Don
Antonio H Martínez, era originario de León,
Guanajuato, y sabía el negocio de la zona: tratar el
cuero para hacer calzados. Fue así como decidió
probar fortuna en la capital de país.
Tras laborar en una empresa textil, estableció un
taller de calzado donde hacia zapatos deportivos, particularmente
para boxeadores. Corrían los años 30 cuando la lucha
libre, era un nuevo deporte traído de Estados Unidos,
llamo su atención.
Pronto se convirtió en un fanático que no
faltaba a las funciones. Así consiguió la amistad
de un exponente llamado el Charro Aguayo.
El joven zapatero lo seguía en sus combates, le cargaba
la maleta y lo levantaba cada vez que se caía fuera
del Ring. Pronto fraternizado. De este modo, Aguayo, informado
sobre la profesión de su nueva amistad, le pidió
unas botas para lucha, pues era común utilizar las
de boxeadores.
Se necesitaban unos zapatos que no tuvieran una suela tan
delgada, propia de un deportista que se mueve con las puntas
de los pies, para lograr un producto capaz de reforzar la
planta y amortiguar todas las pericias que se hacen sobre
el cuadrilátero.
Así inicio una moda que se convertía en una
tradición y en la disciplina.
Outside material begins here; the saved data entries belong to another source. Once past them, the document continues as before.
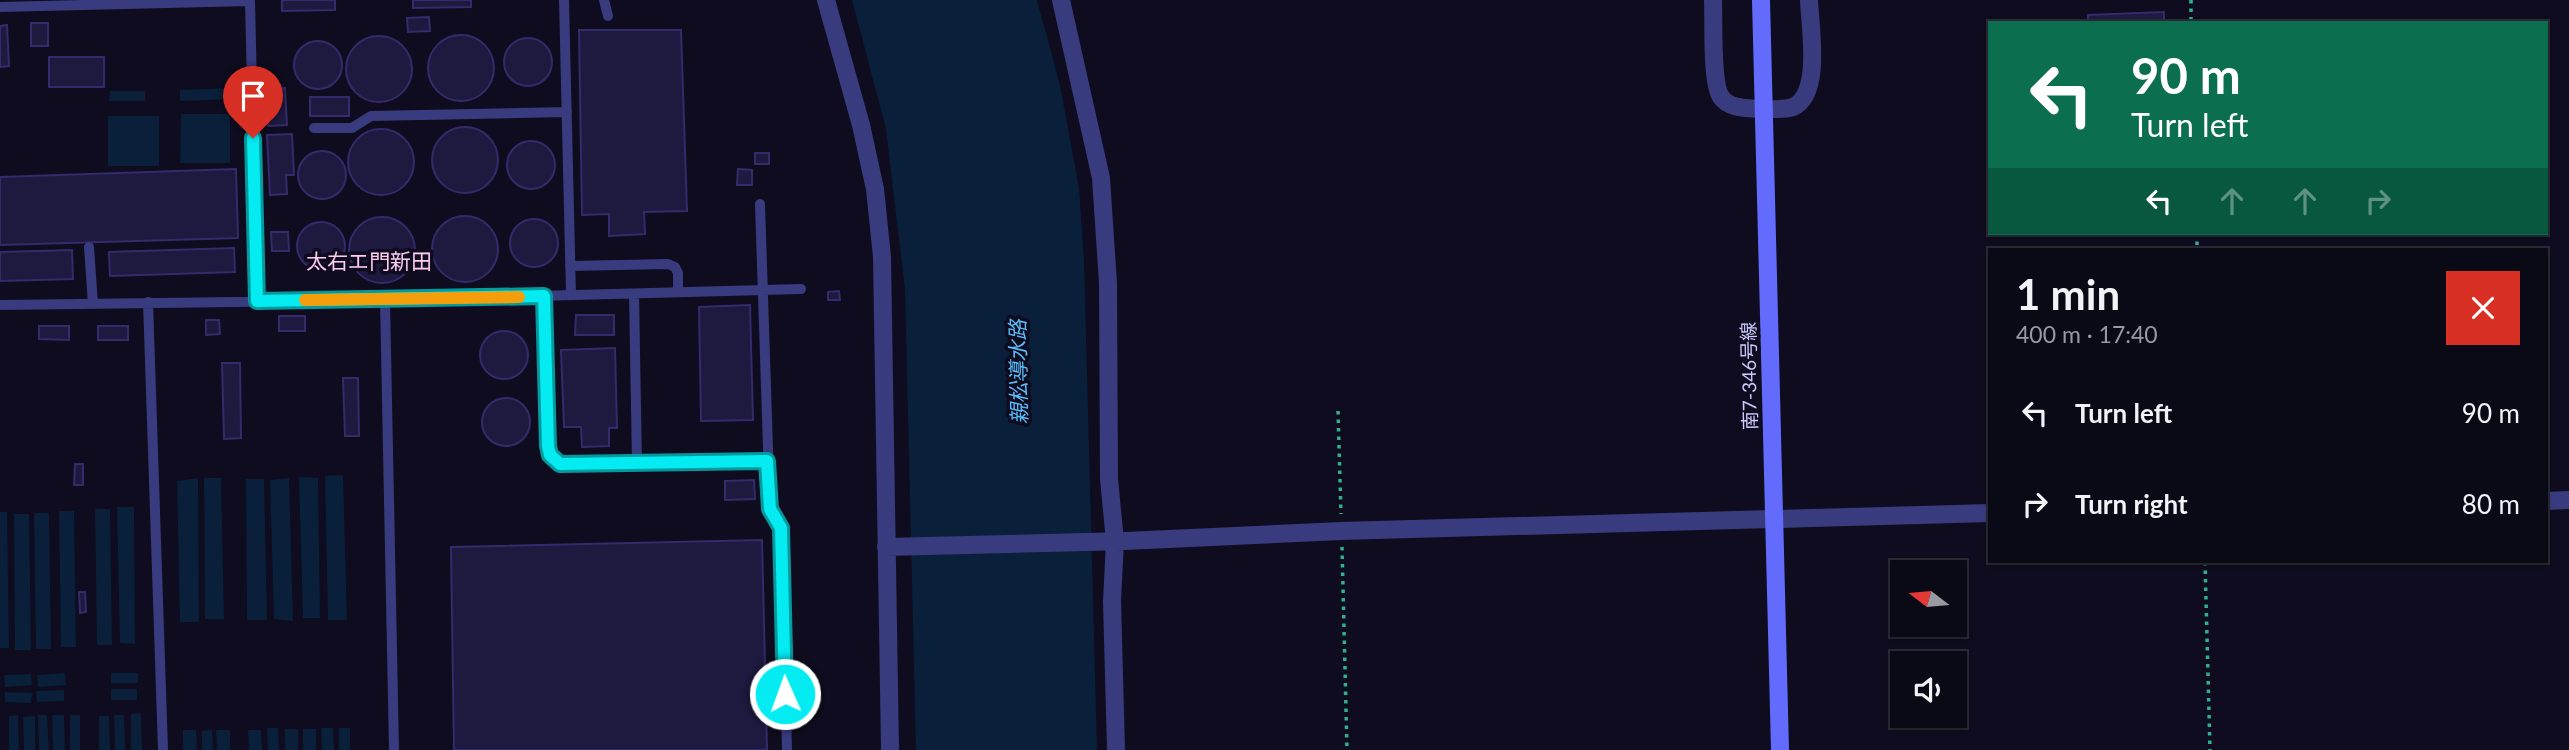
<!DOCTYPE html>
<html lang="en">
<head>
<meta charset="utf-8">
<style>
  :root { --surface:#0a0916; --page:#13121f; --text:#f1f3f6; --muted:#999aa1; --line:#2a2a35 }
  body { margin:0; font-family:Lato,"Noto Sans JP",sans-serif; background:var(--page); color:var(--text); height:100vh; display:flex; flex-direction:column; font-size:26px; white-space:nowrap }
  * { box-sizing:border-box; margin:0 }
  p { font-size:23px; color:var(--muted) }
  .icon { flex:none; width:38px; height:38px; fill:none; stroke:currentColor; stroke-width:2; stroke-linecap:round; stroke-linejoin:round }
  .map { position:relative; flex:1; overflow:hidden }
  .side { position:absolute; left:1988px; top:248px; width:560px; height:315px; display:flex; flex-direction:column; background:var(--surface); border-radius:0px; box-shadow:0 2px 5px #0004,0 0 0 2px var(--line) }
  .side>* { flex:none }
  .hud { position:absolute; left:1988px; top:21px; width:560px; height:214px; border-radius:0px; box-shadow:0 2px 5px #0004,0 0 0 2px var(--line); background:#0b6e4f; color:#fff; overflow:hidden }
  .needle { width:46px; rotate:286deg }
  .fabs { position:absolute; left:1890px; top:560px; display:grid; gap:14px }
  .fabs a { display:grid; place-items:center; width:77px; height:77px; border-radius:0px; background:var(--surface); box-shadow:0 2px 5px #0004,0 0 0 2px var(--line); font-size:35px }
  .pin { position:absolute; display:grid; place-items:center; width:60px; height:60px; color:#fff; margin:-72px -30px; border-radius:50% 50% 50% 0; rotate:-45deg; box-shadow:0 0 7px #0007 }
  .pin .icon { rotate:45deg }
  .me { position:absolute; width:77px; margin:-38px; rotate:358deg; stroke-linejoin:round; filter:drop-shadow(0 0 5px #0008) }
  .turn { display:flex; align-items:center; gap:24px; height:147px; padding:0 28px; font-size:32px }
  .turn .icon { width:91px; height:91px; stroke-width:2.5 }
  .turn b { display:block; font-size:49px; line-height:60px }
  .lanes { display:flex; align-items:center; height:66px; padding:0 28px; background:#0003; justify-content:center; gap:35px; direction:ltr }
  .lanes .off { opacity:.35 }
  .round { display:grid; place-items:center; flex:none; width:74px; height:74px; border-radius:0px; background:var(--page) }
  .headline { display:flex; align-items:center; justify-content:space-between; height:119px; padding:0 28px }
  h1 { font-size:42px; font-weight:700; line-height:52px }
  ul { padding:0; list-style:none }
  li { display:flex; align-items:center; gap:21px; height:91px; padding:0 28px }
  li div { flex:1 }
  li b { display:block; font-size:26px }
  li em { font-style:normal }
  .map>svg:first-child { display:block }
</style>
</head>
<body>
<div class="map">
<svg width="2569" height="750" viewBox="0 0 2569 750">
  <rect width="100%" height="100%" fill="#0e0c1e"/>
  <!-- water -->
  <path fill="#091f3a" d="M852,0H1037L1060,85L1079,188L1084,260L1097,750H916L905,290L886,129Z
    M231,88L232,99L180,101V90Z
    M110,91H145V101H109Z
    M181,114H230V163H180Z
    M108,116H159V166H108Z
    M343,475L347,620H328L325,476Z
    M299,477L318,478L320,618H303Z
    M198,478L199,622H180L177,481Z
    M204,478H221L224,619H205Z
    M289,478L293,621L274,619L270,480Z
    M246,479H264L267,620H247Z
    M117,507H134L135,644L120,643Z
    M95,509H110L112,645H97Z
    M59,511H74L76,647H61Z
    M0,512H7L9,648H0Z
    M34,513H49L51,649H36Z
    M14,514H29L31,650H15Z
    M65,673L66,685L38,687L37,675Z
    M111,673H138V683H111Z
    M31,674L32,685L5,687L4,675Z
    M111,689H137V700H111Z
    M64,690V701L37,702L36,691Z
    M5,692L32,693L31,703L5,702Z
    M141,713L142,750H131V714Z
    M18,715L19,750H9V716Z
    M38,715H47L49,750H39Z
    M64,715L65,750H53L52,715Z
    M70,715H80V750H70Z
    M114,715H124L125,750H115Z
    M35,716V750H24L23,717Z
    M99,716H109L110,750H99Z
    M267,728H278L279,750H268Z
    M321,728H333L334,750H322Z
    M339,728H350V750H339Z
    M285,729H298V750H285Z
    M303,729H316V750H303Z
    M183,730H196L197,750H183Z
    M212,730L213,750H202V731Z
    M216,730H230V750H217Z
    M248,730H261L262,750H249Z"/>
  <!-- building -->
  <path fill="#1e193f" stroke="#332b6b" stroke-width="2" d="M282,0H335V10L282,11Z
    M413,0H471V7L413,8Z
    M2164,12V23H2088V15Z
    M429,17L430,31L408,32L407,18Z
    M31,23H48V46H31Z
    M7,25L9,66L0,67V26Z
    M579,30H681L687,211L644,212L645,234L609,236V214L582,215Z
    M428 68a33 33 0 1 1 66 0a33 33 0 1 1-66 0Z
    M346 69a33 33 0 1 1 66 0a33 33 0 1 1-66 0Z
    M504 62a24 24 0 1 1 48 0a24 24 0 1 1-48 0Z
    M294 65a24 24 0 1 1 48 0a24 24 0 1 1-48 0Z
    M49,57H104V87H49Z
    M285,88L287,125L268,126L266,89Z
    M310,97H349V116H310Z
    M432 160a33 33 0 1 1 66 0a33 33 0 1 1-66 0Z
    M348 162a33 33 0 1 1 66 0a33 33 0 1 1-66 0Z
    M292,134L294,175H286L287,194L270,195L267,135Z
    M507 165a24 24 0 1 1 48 0a24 24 0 1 1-48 0Z
    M298 175a24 24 0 1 1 48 0a24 24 0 1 1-48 0Z
    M755,153H769V164H755Z
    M236,169L238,238L0,245V177Z
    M738,169L752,170V185H737Z
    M432 249a33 33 0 1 1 66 0a33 33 0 1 1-66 0Z
    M349 250a33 33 0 1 1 66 0a33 33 0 1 1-66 0Z
    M510 243a24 24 0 1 1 48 0a24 24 0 1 1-48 0Z
    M297 246a24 24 0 1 1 48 0a24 24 0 1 1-48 0Z
    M271,232H288L289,251H272Z
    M234,248L235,272L110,276L109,252Z
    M72,250L73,279L0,281V252Z
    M839,291L840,300H828V292Z
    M750,305L753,420L701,421L699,307Z
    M576,315H614V335H575Z
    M279,316H305V331H279Z
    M206,320H219L220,334L206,335Z
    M39,326H69V340L39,339Z
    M98,326H128V340H98Z
    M480 355a24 24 0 1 1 48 0a24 24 0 1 1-48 0Z
    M615,348L617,428H609V446L582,447L581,427H564L561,350Z
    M222,363H240L241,438L224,439Z
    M343,378H358L359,436H345Z
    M482 422a24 24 0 1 1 48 0a24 24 0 1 1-48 0Z
    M75,464H83V485H74Z
    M754,480L755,499L725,500V481Z
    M762,540L767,750H454L451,547Z
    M79,592H85L86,612L80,613Z"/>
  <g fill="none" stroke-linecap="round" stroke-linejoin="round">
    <!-- path -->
    <path stroke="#2fae9c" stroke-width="3.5" stroke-dasharray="3.5 5" stroke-linecap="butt" d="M2191,0V23
      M2197,233V250
      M1338,411L1341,514
      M1342,547L1347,750
      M2205,562L2210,750"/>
    <!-- lane -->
    <path stroke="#383b7d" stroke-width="10" d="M564,0L571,295
      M604,0L608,16
      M0,7L250,1L257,301
      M314,128H352L371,116L567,112
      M760,204L770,509L781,528L787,750
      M89,247L93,304
      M570,266L668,264L675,267L678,273V292
      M634,294L637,463L767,461
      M544,296L550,455L560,464L637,463
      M385,300L394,750
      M148,302L163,750
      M0,305L385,300L801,289"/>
    <!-- street -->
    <path stroke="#383b7d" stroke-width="18" d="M826,0L861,125L875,189L882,257L890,750
      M1061,0L1101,178L1108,283L1109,479L1115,541L1112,601L1116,750
      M1713,0C1714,19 1711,83 1721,97C1729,109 1748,108 1761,109C1770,109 1785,110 1793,107C1822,94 1810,27 1809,0
      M2546,501L2569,500
      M886,547L1125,541L1341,531L1990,513"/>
    <!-- secondary -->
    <path stroke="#636bfd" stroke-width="18" d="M1761,0L1780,750"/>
  </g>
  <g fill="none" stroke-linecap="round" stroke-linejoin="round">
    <!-- route casing -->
    <g stroke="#03999d" stroke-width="18">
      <path id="route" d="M253,138L257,301L544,296L548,446L550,455L560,464L767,461L770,509L781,528L785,694"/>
    </g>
    <!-- route -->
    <use href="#route" stroke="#04ebf1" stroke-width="12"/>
    <!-- slow -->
    <path stroke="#f59e0b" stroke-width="12" d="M305,300L519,297"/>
  </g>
  <g text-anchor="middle" stroke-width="7" stroke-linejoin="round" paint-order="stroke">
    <!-- street labels -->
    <g font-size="19" fill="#cccafe" stroke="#0e0c1e">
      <text transform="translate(1749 376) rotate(-91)" y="7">南7-346号線</text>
    </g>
    <!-- neighbourhood labels -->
    <g font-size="21" fill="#feccf0" stroke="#0e0c1e">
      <text x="369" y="269">太右エ門新田</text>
    </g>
    <!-- water labels -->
    <g font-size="21" font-style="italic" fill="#5abefc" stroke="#0e0c1e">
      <text transform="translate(1019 372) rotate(-91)" y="7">親松導水路</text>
    </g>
  </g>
</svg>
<div class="fabs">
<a><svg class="needle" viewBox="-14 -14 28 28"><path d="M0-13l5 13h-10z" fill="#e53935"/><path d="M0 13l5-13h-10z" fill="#999aa1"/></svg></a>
<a><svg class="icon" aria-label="sound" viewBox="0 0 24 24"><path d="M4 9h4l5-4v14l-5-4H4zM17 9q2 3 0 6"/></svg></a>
</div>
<div class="pin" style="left:253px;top:138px;background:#d93025"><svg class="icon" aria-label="arrive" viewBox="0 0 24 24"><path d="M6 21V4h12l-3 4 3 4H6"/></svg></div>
<svg class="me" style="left:785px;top:694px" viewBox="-20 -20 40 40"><circle r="17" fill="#04ebf1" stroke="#fff" stroke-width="3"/><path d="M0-11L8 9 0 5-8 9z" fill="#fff"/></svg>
<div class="hud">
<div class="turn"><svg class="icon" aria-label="left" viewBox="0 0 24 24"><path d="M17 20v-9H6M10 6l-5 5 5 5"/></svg><div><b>90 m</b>Turn left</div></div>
<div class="lanes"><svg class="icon" aria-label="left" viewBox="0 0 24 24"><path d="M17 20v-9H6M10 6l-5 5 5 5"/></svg><svg class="icon off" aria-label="ahead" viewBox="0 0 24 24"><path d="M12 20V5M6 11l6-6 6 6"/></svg><svg class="icon off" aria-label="ahead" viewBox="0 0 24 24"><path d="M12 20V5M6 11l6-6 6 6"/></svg><svg class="icon off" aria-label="right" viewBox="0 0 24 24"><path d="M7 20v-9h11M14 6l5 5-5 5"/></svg></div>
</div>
<section class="side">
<div class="headline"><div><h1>1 min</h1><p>400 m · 17:40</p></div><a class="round" style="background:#d93025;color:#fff"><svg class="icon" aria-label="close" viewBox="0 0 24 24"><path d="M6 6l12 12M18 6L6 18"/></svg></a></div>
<ul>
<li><svg class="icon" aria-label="left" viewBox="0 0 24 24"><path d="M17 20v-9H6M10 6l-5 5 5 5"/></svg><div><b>Turn left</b></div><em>90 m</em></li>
<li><svg class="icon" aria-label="right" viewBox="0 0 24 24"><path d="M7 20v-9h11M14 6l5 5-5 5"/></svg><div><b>Turn right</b></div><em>80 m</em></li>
</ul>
</section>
</div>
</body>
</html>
Rápidamente el
taller de Don Antonio H. Martínez
se consolido como fabricante de las innovadoras botas y se
transformo en una referencia obligada para todos los interesados
en este deporte.
Las creaciones de Antonio Martínez
no terminaron ahí y su influencia en la lucha libre
seria más fuerte con el paso de los años. Esta historia
se completa con la anécdota de la visita que hizo al
modesto taller el Ciclón McKey, un
irlandés que era la atracción del momento.
Corría
el año de 1933. En esa ocasión, el Ciclón pidió
una capa que le cubriera la cara a modo de antifaz y que le
fuera difícil a los luchadores arrebatársela.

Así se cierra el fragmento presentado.